## Task
Which lines of the data below include the string "serif"? Return each of them.

## Information shown
◇ ◇ ◇
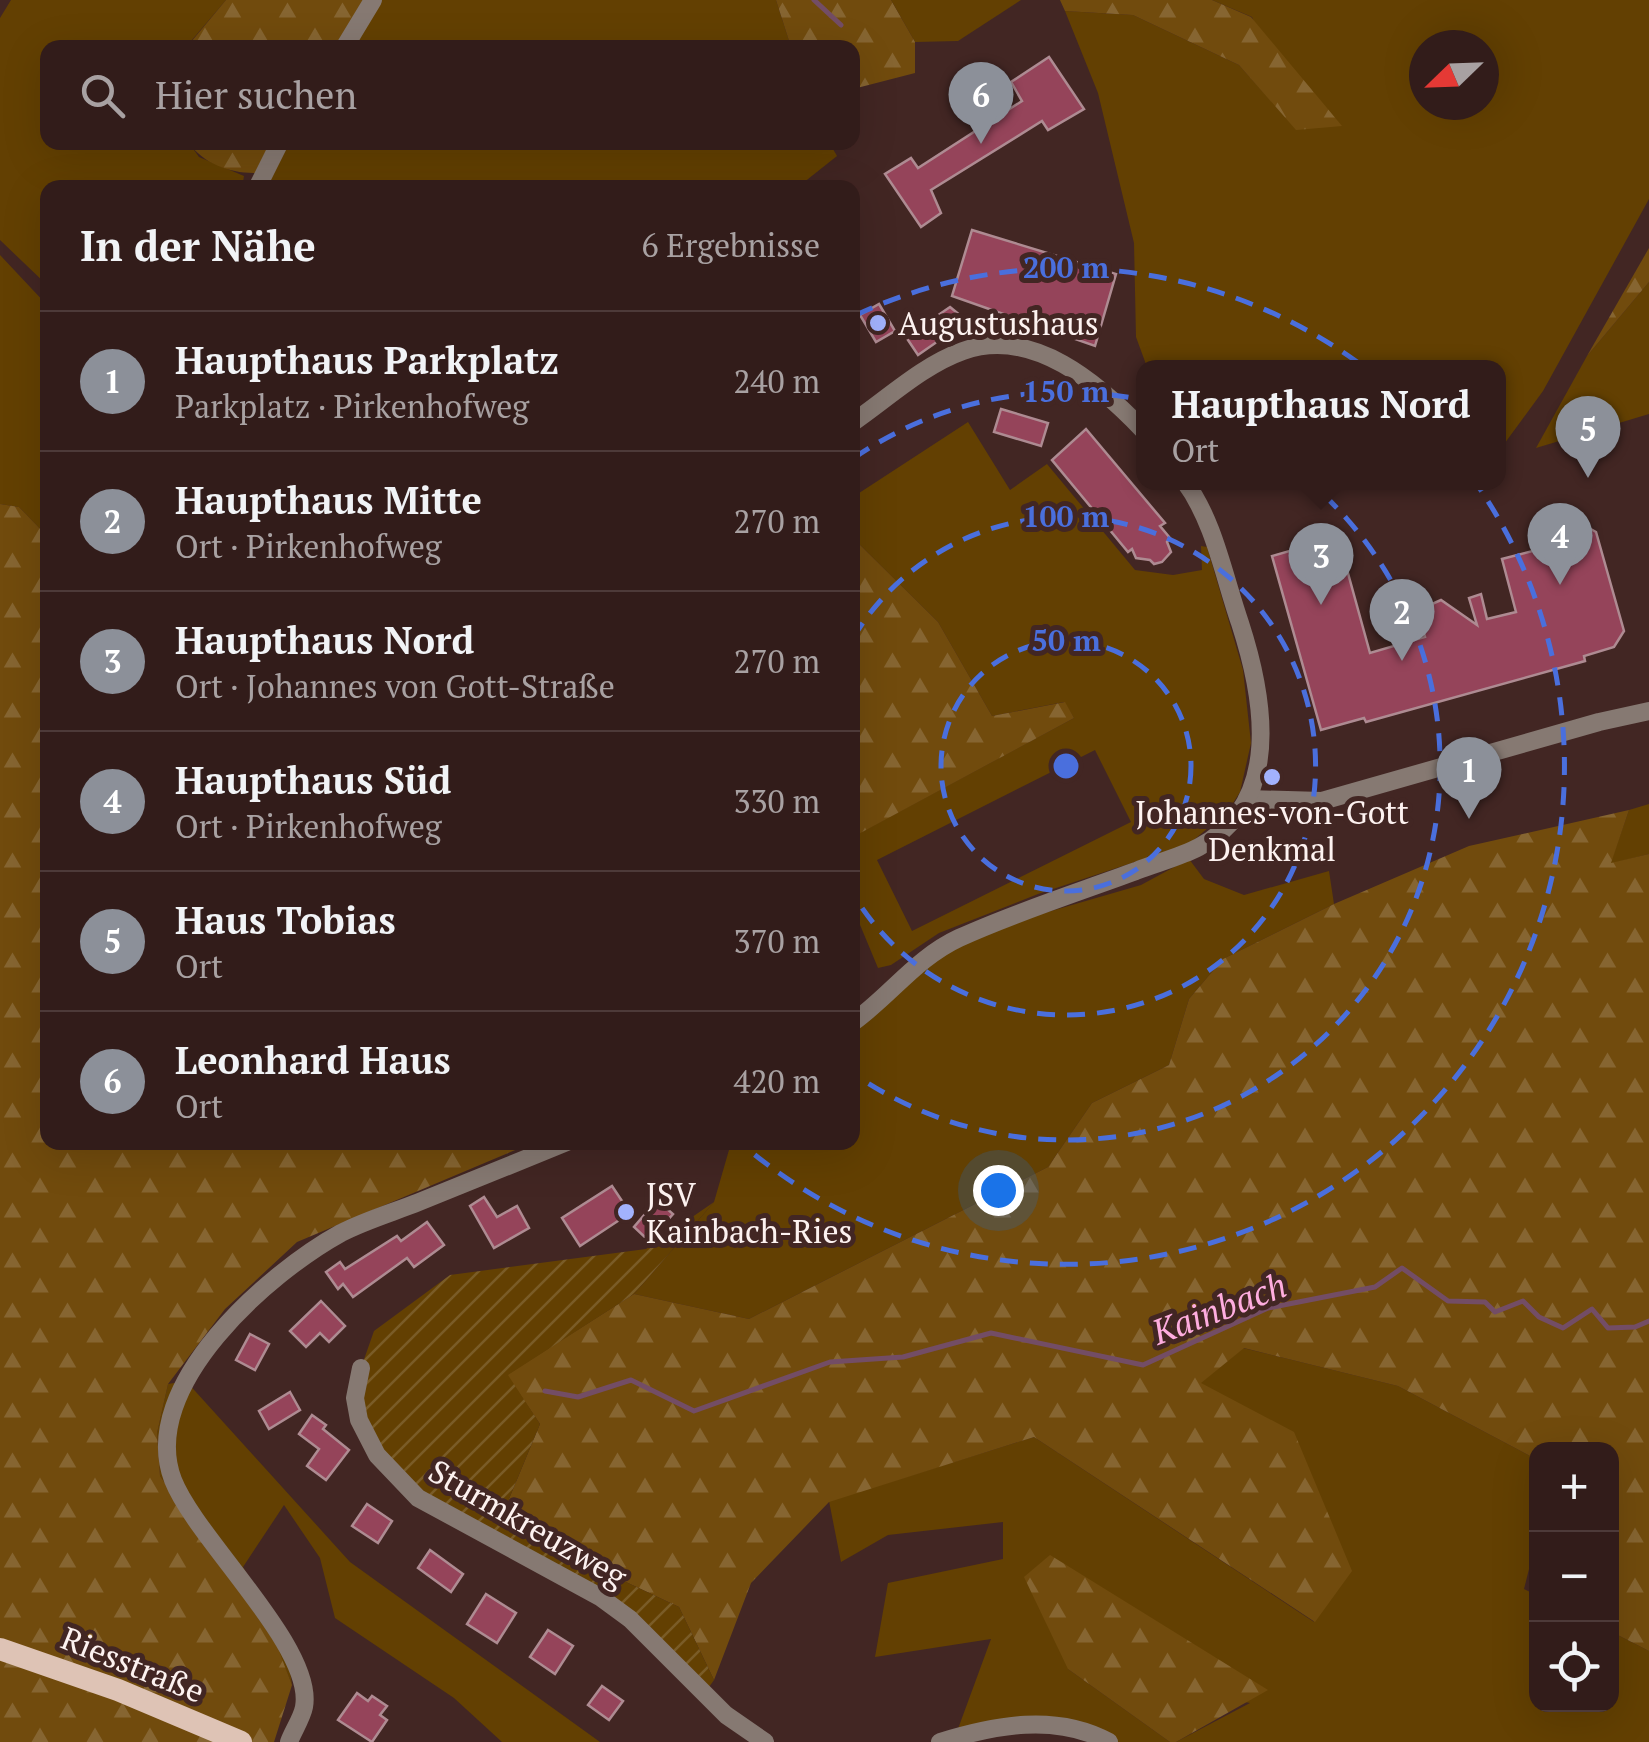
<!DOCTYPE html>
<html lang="de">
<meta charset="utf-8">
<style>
:root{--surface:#321c1a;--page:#3d2927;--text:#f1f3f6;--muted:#a8a1a2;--line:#4d3a39;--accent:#8c9099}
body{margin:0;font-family:"PT Serif",serif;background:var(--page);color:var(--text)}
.controls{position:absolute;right:30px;bottom:30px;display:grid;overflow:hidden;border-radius:20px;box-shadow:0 10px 40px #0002}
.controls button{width:90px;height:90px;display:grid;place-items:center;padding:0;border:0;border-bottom:2px solid var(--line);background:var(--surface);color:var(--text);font:50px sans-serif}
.compass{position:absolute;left:1409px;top:30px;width:90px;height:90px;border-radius:50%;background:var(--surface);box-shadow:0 10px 40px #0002;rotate:247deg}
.you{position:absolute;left:998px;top:1190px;width:35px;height:35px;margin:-25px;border:8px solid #fff;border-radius:50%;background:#1a73e8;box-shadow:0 0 0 15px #1a73e833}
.badge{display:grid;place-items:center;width:65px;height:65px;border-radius:50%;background:var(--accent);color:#fff;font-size:32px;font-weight:700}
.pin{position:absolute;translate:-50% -82px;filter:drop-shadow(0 2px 5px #0008)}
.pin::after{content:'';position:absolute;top:52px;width:35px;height:30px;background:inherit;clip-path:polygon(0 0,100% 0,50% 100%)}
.popup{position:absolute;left:1136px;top:360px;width:370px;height:130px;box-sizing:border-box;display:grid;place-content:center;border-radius:20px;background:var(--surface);filter:drop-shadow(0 2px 8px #0005);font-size:32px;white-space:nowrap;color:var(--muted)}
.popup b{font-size:38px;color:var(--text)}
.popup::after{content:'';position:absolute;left:50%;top:100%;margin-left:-20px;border:20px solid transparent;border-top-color:var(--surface)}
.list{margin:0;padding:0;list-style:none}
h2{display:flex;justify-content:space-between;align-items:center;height:130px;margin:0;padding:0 40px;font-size:42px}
h2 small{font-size:32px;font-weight:400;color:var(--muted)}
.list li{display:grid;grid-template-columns:65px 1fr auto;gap:30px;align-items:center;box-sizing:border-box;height:140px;padding:0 40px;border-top:2px solid var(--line)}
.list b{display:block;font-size:38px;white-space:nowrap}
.list p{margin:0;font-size:32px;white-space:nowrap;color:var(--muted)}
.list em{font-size:32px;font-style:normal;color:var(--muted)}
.icon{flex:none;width:55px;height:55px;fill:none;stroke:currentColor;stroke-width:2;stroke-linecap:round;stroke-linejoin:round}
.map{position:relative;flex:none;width:1649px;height:1742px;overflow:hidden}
.search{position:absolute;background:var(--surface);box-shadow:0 10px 40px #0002;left:40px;top:40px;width:820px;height:110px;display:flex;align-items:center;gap:25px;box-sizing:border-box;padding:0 35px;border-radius:20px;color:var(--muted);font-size:38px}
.panel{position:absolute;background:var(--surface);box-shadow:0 10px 40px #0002;left:40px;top:180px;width:820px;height:970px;border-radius:20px}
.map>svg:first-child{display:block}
.grass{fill:#634002;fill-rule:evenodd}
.forest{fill:url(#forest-firs)}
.garden{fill:url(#garden-furrows)}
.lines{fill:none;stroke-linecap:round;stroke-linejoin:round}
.stream{stroke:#734d65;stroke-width:5}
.building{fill:#95445a;stroke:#ae8b92;stroke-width:2.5}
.minor{stroke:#867972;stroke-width:18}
.major{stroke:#dec3b5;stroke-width:22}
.ring{fill:none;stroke:#4a6fdd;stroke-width:5;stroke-dasharray:18 12}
.poi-dot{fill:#a2b2fd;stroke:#422623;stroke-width:4}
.labels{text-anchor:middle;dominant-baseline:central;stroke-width:10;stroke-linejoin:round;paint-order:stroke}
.poi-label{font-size:32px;fill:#fdf2f0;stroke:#422623;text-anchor:start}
.street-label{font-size:32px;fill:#fdf2f0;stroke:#422623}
.water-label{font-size:35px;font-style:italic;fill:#feaddf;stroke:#422623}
.centre{fill:#4a6fdd;stroke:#422623;stroke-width:5}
.ring-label{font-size:30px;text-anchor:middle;font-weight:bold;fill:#4a6fdd;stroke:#422623;stroke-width:10;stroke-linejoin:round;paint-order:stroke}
</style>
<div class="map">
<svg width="1649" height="1742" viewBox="0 0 1649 1742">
<defs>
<pattern id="forest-firs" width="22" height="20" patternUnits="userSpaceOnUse" patternTransform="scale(2.5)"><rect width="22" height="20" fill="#714b0d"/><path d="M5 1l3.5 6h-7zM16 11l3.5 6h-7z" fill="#866531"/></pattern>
<pattern id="garden-furrows" width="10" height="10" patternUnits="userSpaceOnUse" patternTransform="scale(2.5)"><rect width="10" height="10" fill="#634002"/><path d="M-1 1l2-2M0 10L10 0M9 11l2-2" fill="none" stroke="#7a5c27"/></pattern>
</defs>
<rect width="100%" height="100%" fill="#422623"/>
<g class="grass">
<polygon points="11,0 226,0 186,47 48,48 48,142 189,143 199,157 244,176 242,187 48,188 47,285 0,240 0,18"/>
<polygon points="379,0 776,0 791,47 350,48"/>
<polygon points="891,0 1021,0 958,41 915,42"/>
<path d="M1212 0H1649V199L1543 391 1499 451 1498 368 1147 367 1136 337 1134 243 1098 93 1065 11 1133 15 1239 65 1297 130 1252 17ZM1424 45H1484V105H1424Z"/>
<polygon points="829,142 837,156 798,187 266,188 287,143"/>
<polygon points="0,255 47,305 47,536 19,507 0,504"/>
<polygon points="1649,282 1649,414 1536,448 1587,356"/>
<path d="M968 422 1010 490 1047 464 1135 570 1173 575 1202 570 1201 546 1207 547 1243 670 1251 743 1240 792 1228 811 1189 844 1038 894 939 933 891 965 878 968 853 908 852 837 1074 718 1064 702 992 716 938 622 853 538V497ZM1095 750 1131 822 912 931 877 860Z"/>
<polygon points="1649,804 1649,854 1610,864 1629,810"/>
<polygon points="1189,859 1204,879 1244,895 1329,871 1334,904 1223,959 1189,999 1169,1065 1092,1103 1048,1167 749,1319 634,1294 714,1202 731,1143 852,1142 853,1033 918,971 959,946 1034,916 1141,885"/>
<polygon points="1243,1348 1398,1386 1536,1459 1536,1541 1524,1589 1536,1595 1536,1704 1612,1704 1612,1632 1649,1651 1649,1742 1176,1742 1250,1703 1068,1669 1170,1742 1109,1742 1059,1724 955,1737 991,1639 875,1657 888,1583 1003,1559 1003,1522 888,1535 841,1562 829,1501 1034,1437 1314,1622 1200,1383"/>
<polygon points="186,1381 350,1562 600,1742 502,1742 454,1698 335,1618 320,1558 284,1505 243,1567 286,1642 292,1685 276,1646 160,1476 157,1433 168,1384"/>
</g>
<g class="forest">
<polygon points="226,0 379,0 350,47 186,48"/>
<polygon points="776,0 891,0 915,42 915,73 853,89 852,48 791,47"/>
<polygon points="1060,0 1212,0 1251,17 1342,126 1296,130 1239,65 1133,15 1065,11"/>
<path d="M189 143H287L267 172C238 176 206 167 189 143Z"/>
<polygon points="1649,248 1649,282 1587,356"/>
<polygon points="0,504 19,507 47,536 48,1142 532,1143 297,1242 225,1309 168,1384 157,1433 160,1476 277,1646 292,1685 274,1742 0,1742"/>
<polygon points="853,538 938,622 992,716 1065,702 1074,718 853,837"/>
<polygon points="1629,810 1611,863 1649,854 1649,1651 1612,1632 1612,1450 1536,1450 1536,1459 1398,1386 1244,1348 1201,1383 1294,1432 1352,1571 1315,1622 1034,1437 829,1502 751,1583 714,1680 679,1607 522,1533 504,1511 540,1424 507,1375 634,1294 749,1319 1048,1167 1092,1103 1169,1065 1189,999 1223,959 1334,904 1469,846"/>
<polygon points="1050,1555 1268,1690 1176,1742 1170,1742 1068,1669 1024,1577"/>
</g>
<polygon class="garden" points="714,1202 634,1294 508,1375 540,1424 504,1511 522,1533 679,1607 714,1680 704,1694 630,1619 418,1498 359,1420 361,1368 374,1331 450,1275 646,1249"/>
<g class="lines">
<g class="stream">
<polyline points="814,0 841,25"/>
<polyline points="545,1391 578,1397 631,1380 694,1411 830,1362 903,1357 991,1333 1143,1365 1268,1308 1375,1287 1402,1268 1448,1301 1485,1302 1495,1312 1523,1301 1539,1317 1563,1328 1592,1309 1608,1328 1635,1327 1649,1321"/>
</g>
</g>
<g class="building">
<polygon points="1049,57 1084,109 1048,130 1042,121 931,190 941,213 921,227 885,174 911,158 918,168 1022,101 1011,82"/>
<polygon points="972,230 1116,274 1095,346 952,296"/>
<polygon points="879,304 895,331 876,342 860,315"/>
<polygon points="950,307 967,321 918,355 906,337"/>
<polygon points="1001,409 1048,423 1041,446 994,432"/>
<polygon points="1086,429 1165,523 1160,526 1170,538 1167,542 1171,552 1162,562 1154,564 1150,560 1136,558 1132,549 1128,552 1052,460"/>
<polygon points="1582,524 1596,532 1624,631 1614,647 1584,656 1585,661 1366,722 1364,718 1321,730 1272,556 1338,537 1370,653 1425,637 1423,628 1432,604 1441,600 1477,625 1469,598 1481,594 1487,619 1516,612 1502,559 1552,546 1551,534"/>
<polygon points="612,1186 630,1213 580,1246 562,1218"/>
<polygon points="484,1197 497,1217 517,1206 529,1228 494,1248 470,1206"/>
<polygon points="657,1200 673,1214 649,1241 634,1227"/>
<polygon points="427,1222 444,1245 414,1267 407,1258 353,1297 343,1284 338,1289 326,1272 340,1262 345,1269 397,1236 401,1241"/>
<polygon points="321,1301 345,1326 329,1342 320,1333 306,1347 290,1331"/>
<polygon points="250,1334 269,1344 255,1370 236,1360"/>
<polygon points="290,1392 300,1410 269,1429 259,1411"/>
<polygon points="312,1415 326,1425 323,1429 349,1450 326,1480 307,1466 319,1449 299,1434"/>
<polygon points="367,1504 392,1521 378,1543 352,1526"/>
<polygon points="430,1550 463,1574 451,1592 418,1568"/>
<polygon points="486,1594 516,1613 497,1643 467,1624"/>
<polygon points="548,1630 573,1646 555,1674 530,1657"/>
<polygon points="602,1686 623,1701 609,1720 588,1705"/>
<polygon points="357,1693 368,1701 372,1696 387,1706 380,1715 387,1720 372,1742 338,1720"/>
</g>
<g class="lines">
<g class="minor">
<polyline points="344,48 373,0"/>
<polyline points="257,188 280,142"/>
<path d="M852 423C887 399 923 365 963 351 1033 326 1099 384 1144 431"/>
<polyline points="1247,799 1322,801 1599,722 1649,711"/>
<path d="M852 1023C890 996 916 958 959 938 1016 912 1076 893 1136 871 1156 863 1180 857 1199 847 1284 802 1264 697 1240 623 1224 577 1214 521 1185 482"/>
<polyline points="361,1368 355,1398 359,1420 377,1455 418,1498 600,1597 630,1619 726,1715 765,1742"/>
<path d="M289 1742C293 1731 302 1718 304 1707 315 1648 196 1539 173 1480 137 1386 270 1272 341 1233 366 1220 394 1212 419 1202 468 1182 518 1162 567 1142"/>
<path d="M940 1742C995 1725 1056 1713 1109 1742"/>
</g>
<polyline class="major" points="0,1649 118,1690 241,1742"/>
</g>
<g class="ring">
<circle cx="1066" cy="766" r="125"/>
<path d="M853 638A249 249 0 1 1 853 894"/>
<path d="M854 458A374 374 0 1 1 854 1074"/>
<path d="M856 315A498 498 0 1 1 743 1145"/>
</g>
<g class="poi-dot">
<circle cx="878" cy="323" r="10"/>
<circle cx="1272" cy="777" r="10"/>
<circle cx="626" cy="1212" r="10"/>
</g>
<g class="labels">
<g class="poi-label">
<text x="898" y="323">Augustushaus</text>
<text x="1272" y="812" text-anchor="middle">Johannes-von-Gott<tspan x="1272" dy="37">Denkmal</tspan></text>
<text x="646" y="1194">JSV<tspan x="646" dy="37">Kainbach-Ries</tspan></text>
</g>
<g class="street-label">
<text transform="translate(528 1523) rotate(30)">Sturmkreuzweg</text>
<text transform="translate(133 1664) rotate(22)">Riesstraße</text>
</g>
<g class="water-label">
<text transform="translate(1219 1308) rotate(-21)">Kainbach</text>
</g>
</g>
<circle cx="1066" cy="766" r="15" class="centre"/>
<g class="ring-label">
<text x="1066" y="278">200 m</text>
<text x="1066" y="402">150 m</text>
<text x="1066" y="527">100 m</text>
<text x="1066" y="651">50 m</text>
</g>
</svg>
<div class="controls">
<button>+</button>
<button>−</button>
<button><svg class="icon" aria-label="locate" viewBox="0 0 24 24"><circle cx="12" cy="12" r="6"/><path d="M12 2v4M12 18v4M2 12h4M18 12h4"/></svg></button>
</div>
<svg class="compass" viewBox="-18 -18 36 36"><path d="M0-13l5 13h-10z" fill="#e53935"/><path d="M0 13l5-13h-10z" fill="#a8a1a2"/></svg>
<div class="you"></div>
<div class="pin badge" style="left:1469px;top:819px">1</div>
<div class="pin badge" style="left:1402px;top:661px">2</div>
<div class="pin badge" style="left:1321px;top:605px">3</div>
<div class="popup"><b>Haupthaus Nord</b>Ort</div>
<div class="pin badge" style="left:1560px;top:585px">4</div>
<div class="pin badge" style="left:1588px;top:478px">5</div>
<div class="pin badge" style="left:981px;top:144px">6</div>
<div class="search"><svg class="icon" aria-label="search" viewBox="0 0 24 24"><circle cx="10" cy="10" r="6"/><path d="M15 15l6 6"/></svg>Hier suchen</div>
<section class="panel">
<h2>In der Nähe<small>6 Ergebnisse</small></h2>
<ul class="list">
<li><span class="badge">1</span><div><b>Haupthaus Parkplatz</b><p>Parkplatz · Pirkenhofweg</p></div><em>240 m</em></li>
<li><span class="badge">2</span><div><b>Haupthaus Mitte</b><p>Ort · Pirkenhofweg</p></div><em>270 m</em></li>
<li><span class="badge">3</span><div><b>Haupthaus Nord</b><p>Ort · Johannes von Gott-Straße</p></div><em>270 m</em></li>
<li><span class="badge">4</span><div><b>Haupthaus Süd</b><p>Ort · Pirkenhofweg</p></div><em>330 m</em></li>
<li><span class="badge">5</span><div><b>Haus Tobias</b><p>Ort</p></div><em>370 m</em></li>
<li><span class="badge">6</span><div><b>Leonhard Haus</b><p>Ort</p></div><em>420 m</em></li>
</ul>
</section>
</div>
◇ ◇ ◇
## Expected output
body{margin:0;font-family:"PT Serif",serif;background:var(--page);color:var(--text)}
.controls button{width:90px;height:90px;display:grid;place-items:center;padding:0;border:0;border-bottom:2px solid var(--line);background:var(--surface);color:var(--text);font:50px sans-serif}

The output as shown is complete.